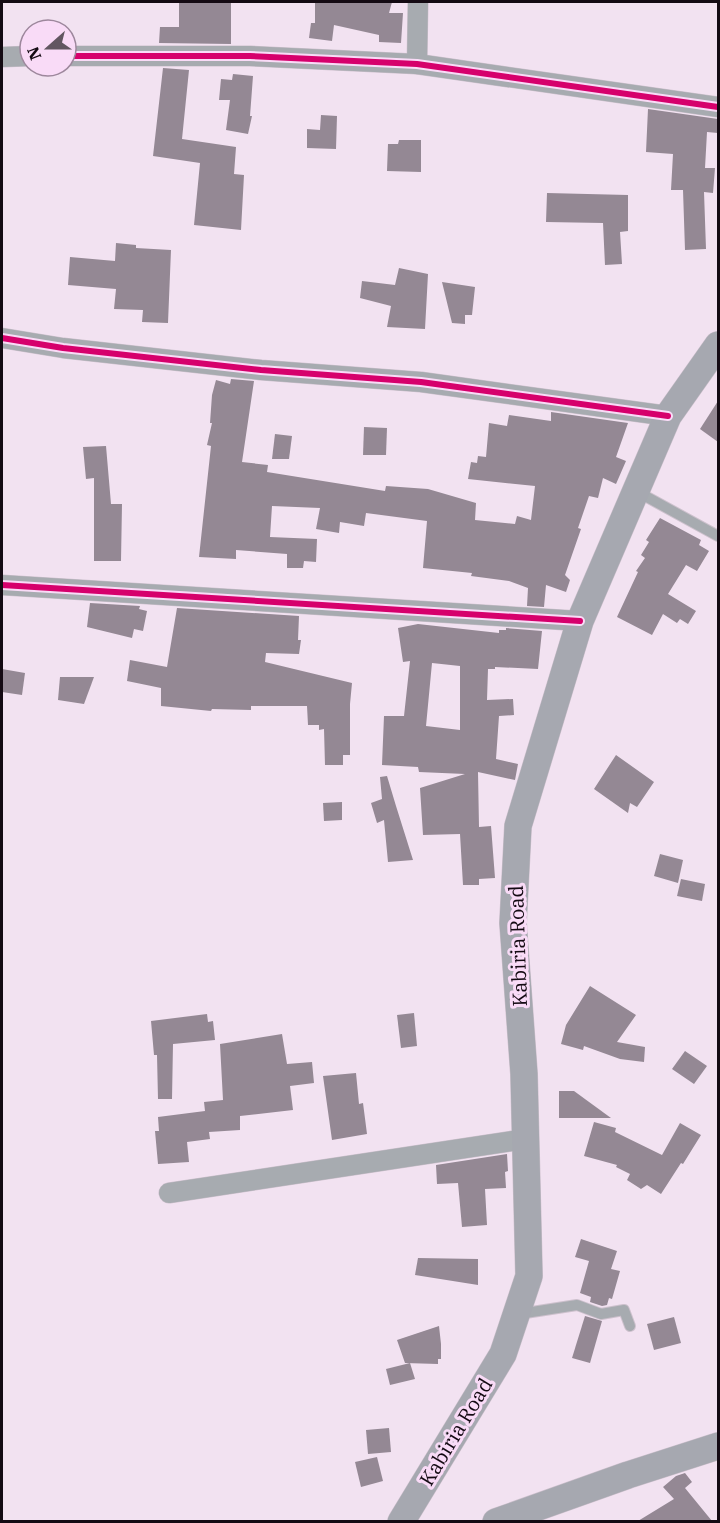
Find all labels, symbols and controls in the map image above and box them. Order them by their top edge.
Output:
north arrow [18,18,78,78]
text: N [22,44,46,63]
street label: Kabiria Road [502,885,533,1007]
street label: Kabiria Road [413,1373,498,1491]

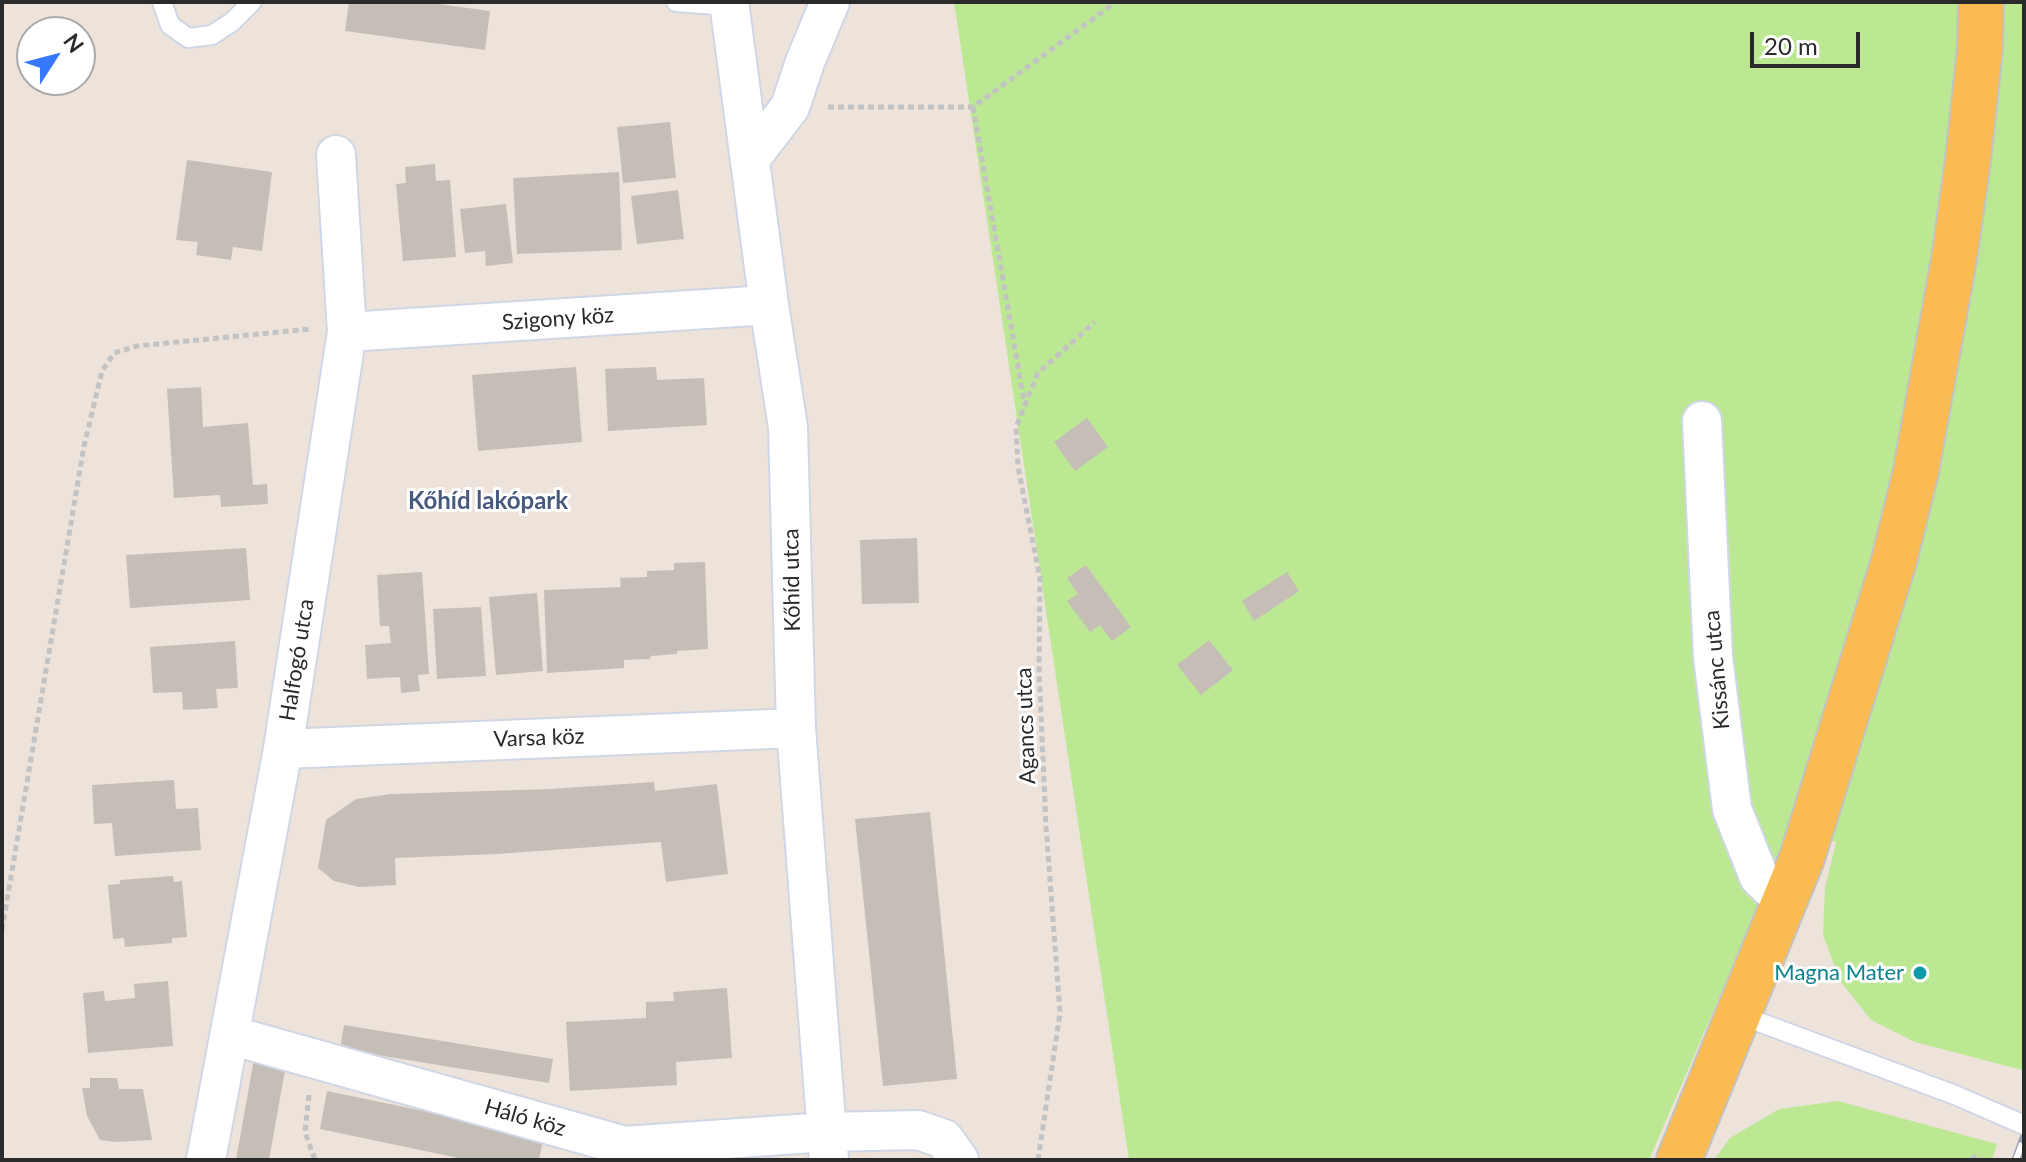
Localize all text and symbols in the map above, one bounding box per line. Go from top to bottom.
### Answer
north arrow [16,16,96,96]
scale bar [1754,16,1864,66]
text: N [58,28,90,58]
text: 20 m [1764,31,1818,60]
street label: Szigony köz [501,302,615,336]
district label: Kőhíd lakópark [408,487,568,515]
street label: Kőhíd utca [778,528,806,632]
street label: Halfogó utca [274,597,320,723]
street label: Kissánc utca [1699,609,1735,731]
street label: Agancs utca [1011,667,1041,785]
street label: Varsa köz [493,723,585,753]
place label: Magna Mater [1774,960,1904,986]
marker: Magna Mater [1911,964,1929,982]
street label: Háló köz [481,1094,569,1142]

==

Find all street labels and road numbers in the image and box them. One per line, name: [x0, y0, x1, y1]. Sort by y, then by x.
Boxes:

--

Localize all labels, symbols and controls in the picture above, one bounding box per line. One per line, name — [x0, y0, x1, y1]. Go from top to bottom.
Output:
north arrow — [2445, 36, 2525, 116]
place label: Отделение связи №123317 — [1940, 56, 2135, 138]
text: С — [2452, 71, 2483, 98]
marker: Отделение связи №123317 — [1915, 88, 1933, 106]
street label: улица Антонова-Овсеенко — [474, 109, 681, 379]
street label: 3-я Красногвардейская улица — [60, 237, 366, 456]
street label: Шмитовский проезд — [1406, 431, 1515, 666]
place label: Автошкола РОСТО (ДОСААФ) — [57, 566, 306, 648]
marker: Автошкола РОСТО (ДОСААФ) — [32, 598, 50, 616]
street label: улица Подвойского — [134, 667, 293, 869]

▶ Action item
Match on "image" and report each line of the data above that has it.

▶ Written reply
Find all labels, symbols and controls in the map image above and box them. Order them by their top edge.
Find all street labels and road numbers in the image and box them. One per line, name: [x0, y0, x1, y1]. Sort by y, then by x.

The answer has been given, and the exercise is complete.